The whole point of the 'ka is a wheel' thing and the final page is that Roland is living a karmic cycle, where he'll live his journey over and over until he's actually worthy of climbing the tower. Every time, the mysterious doors he 'draws' from give him different things/people that make the next journey different. What we saw was his 19th attempt. On this attempt, the doors gave him Susannah, Eddie, and Jake, who all had their own fucked up issues, and then wounded him so he'd be forced to rely on them more. By the end of the journey, he has "learnt a lesson" to trust and engage more with the people around him, erasing one of his personal flaws and becoming slightly more worthy of climbing the tower.

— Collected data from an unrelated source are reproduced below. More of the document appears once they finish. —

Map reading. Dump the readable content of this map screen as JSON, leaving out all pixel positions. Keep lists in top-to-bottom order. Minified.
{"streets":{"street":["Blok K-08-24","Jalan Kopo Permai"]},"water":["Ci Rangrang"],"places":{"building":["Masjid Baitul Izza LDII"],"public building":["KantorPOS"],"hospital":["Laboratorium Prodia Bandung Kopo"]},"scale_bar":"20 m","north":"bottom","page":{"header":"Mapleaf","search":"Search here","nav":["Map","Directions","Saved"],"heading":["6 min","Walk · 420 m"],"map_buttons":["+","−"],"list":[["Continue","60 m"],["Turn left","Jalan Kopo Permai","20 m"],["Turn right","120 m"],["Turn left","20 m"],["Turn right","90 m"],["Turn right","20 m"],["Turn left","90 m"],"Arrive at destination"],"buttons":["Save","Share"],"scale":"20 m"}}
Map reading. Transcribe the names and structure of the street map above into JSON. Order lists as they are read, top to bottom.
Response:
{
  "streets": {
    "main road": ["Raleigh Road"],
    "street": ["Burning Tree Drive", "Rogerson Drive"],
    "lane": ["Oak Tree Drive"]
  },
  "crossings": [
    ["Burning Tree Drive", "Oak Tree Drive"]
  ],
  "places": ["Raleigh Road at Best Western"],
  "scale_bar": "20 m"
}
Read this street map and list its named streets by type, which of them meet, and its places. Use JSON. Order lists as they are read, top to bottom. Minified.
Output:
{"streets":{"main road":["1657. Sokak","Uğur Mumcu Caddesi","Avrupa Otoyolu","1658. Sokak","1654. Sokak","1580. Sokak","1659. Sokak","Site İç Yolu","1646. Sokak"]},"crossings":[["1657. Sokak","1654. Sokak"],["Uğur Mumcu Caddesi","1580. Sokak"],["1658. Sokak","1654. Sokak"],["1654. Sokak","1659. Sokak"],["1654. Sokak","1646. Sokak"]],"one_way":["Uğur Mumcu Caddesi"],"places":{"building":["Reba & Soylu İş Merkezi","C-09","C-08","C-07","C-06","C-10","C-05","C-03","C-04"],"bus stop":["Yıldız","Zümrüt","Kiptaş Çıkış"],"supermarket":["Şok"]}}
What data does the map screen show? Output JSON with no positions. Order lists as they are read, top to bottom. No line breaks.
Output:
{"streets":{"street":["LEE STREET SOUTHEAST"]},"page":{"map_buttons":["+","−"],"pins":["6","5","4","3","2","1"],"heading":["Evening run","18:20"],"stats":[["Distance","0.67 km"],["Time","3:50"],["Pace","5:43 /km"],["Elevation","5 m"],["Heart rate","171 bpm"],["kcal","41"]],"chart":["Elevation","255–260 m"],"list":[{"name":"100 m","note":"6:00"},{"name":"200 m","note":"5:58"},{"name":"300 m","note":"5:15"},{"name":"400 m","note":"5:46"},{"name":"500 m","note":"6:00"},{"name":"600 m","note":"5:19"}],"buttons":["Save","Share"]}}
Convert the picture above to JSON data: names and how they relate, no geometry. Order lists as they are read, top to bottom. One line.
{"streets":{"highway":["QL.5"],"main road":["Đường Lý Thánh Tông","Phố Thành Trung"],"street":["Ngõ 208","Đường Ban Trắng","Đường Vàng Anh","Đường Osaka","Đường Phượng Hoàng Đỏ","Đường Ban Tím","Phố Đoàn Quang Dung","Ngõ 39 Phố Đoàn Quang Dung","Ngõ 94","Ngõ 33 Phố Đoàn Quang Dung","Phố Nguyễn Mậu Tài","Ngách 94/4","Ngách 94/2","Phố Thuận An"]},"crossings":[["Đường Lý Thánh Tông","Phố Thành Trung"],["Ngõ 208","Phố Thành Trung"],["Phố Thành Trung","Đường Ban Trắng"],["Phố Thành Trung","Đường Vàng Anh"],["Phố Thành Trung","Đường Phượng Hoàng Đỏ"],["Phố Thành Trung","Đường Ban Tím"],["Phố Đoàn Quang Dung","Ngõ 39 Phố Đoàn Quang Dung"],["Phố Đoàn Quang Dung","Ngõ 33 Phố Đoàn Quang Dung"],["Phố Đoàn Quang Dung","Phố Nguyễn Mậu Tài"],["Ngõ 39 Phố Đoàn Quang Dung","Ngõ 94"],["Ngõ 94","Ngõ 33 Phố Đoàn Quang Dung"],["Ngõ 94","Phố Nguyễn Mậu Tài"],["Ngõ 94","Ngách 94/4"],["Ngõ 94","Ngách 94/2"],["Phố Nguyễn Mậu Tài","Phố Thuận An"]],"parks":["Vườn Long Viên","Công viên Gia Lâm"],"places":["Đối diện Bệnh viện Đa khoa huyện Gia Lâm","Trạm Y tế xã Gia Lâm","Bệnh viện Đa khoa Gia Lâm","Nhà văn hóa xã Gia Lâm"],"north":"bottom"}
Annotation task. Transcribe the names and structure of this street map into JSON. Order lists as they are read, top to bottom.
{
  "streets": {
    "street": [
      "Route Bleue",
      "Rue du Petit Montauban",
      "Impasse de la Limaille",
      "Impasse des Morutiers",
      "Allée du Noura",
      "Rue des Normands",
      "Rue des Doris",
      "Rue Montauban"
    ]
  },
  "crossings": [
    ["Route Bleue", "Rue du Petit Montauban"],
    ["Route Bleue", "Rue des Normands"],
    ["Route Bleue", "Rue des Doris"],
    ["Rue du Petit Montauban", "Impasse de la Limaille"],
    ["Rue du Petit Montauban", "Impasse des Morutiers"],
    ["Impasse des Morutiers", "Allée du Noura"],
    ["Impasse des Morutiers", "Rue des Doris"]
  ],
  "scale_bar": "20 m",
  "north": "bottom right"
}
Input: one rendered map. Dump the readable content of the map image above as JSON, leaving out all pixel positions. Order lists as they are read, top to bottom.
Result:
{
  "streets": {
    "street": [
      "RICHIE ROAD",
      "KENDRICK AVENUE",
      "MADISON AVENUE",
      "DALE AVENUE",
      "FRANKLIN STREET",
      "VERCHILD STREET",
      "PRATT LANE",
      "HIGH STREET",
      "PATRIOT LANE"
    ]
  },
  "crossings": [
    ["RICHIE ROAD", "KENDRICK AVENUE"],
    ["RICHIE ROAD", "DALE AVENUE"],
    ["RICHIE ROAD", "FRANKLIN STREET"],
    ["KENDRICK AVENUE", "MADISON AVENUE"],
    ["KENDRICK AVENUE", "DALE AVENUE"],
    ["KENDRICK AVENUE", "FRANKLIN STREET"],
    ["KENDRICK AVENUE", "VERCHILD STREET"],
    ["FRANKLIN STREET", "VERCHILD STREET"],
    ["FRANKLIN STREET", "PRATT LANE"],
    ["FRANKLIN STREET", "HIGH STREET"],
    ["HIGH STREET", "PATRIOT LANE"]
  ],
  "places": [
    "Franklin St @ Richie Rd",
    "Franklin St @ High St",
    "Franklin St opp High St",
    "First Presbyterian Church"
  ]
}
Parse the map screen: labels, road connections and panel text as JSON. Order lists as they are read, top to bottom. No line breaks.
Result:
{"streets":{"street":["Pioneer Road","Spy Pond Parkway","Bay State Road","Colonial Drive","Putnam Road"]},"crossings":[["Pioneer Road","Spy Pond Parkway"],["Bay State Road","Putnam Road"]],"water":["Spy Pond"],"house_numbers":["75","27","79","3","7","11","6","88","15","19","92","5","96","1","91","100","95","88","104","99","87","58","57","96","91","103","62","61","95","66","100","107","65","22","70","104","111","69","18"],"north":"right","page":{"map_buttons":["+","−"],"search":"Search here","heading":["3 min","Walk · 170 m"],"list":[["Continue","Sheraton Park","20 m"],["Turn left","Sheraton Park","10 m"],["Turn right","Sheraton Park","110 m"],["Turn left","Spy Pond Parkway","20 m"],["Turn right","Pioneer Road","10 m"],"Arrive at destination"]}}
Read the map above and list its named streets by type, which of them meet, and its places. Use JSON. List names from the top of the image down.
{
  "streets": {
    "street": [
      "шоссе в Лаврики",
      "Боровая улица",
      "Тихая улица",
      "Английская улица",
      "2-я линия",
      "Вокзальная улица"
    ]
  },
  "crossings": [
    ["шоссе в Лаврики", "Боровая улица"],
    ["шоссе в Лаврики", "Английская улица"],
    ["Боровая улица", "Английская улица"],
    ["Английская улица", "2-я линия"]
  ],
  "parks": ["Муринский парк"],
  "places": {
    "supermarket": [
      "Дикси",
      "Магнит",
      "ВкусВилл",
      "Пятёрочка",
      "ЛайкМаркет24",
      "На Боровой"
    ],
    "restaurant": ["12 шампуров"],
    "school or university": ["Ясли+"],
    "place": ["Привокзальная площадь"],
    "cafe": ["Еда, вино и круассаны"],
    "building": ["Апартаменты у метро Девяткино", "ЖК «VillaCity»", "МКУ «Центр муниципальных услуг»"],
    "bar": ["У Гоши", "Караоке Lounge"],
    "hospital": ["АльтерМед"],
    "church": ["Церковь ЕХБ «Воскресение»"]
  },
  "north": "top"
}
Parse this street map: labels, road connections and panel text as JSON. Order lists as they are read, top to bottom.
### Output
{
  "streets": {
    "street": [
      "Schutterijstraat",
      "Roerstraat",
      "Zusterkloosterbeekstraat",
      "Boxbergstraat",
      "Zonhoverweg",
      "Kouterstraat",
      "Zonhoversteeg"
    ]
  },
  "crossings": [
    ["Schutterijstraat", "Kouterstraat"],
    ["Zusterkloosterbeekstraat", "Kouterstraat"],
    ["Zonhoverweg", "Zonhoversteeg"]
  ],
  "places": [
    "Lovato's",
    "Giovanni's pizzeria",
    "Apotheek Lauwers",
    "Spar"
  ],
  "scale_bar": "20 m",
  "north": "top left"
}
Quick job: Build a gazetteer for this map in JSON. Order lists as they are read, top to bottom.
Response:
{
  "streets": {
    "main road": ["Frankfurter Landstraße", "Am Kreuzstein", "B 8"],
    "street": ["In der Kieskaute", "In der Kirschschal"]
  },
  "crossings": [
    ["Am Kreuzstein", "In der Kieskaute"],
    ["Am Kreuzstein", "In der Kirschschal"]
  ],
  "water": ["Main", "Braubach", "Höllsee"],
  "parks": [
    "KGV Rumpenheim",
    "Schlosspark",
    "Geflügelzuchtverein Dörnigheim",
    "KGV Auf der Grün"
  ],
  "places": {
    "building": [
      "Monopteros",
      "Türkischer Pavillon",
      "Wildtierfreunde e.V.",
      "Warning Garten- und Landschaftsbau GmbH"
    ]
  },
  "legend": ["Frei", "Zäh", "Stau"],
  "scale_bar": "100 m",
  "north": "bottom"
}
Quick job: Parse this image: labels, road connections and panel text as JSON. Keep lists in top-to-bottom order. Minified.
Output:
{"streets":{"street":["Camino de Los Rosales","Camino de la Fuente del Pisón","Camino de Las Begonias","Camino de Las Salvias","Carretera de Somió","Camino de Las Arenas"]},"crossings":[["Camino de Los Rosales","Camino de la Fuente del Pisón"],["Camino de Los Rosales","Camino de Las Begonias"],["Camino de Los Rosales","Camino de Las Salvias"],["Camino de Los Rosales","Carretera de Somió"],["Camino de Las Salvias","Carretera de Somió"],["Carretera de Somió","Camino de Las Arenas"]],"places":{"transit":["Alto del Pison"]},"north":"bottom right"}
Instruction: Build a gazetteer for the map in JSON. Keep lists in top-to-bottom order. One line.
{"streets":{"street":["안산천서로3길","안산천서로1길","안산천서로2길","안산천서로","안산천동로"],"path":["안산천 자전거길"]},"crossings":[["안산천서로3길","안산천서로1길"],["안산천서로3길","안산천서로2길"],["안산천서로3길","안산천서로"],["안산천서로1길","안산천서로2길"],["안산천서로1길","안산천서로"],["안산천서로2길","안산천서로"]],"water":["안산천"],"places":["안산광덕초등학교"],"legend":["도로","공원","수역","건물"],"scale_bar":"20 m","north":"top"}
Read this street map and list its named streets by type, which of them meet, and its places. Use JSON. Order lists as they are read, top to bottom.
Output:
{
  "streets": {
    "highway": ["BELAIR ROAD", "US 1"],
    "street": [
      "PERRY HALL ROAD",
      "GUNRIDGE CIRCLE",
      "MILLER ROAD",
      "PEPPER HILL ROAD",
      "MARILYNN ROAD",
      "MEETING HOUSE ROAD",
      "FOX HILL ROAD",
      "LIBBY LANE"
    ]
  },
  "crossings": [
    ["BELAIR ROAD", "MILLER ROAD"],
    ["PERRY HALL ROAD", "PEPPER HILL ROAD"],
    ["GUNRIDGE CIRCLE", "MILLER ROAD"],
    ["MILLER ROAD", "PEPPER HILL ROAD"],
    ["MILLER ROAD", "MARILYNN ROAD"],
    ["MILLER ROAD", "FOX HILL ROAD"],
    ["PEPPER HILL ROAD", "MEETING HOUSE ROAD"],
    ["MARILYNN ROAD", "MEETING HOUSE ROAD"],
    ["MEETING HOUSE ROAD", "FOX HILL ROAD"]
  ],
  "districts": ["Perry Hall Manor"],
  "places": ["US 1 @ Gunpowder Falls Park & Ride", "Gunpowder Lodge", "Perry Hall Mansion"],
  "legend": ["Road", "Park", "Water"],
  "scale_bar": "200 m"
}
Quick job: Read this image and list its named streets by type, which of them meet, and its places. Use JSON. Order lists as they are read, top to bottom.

Originally, Roland's childhood friend, owns the horn, and it is dying wish that Roland fetch the horn and not leave it in the battlefield. Roland fails to do this, and regrets it, thinks it's a betrayal of his friendship. In the first book, he reflects on why missing the horn makes him so upset -- the text is "He still had his father's guns, and surely they were more important than horns, or even friends. Weren't they?"
So the horn, to Roland, is a symbol of comradery/friendship/teamwork, and the fact that he left the horn behind is a symbol of his failure to his comrades and inability to keep his oaths to people. The fact that Roland has the horn on his 20th journey means that he didn't make that mistake, he fulfilled his dying friend's wish, because that flaw has been erased from him. It shows that the ka wheel he's trapped in isn't some eternal pointless hell, but that the progress he makes each time is actually kept -- he's making progress as a person and someday he'll be worthy of reaching the top of the tower, or enlightenment, or whatever ka/karmic type thing you take from that.
There is a premonition of this in book 1: the final line has Roland dreaming of the day in some distant future when he will approach the tower carrying the horn. (It also has Roland waiting for events he shouldn't possibly know about, like "the time of the drawing", hinting that he's done all this before.)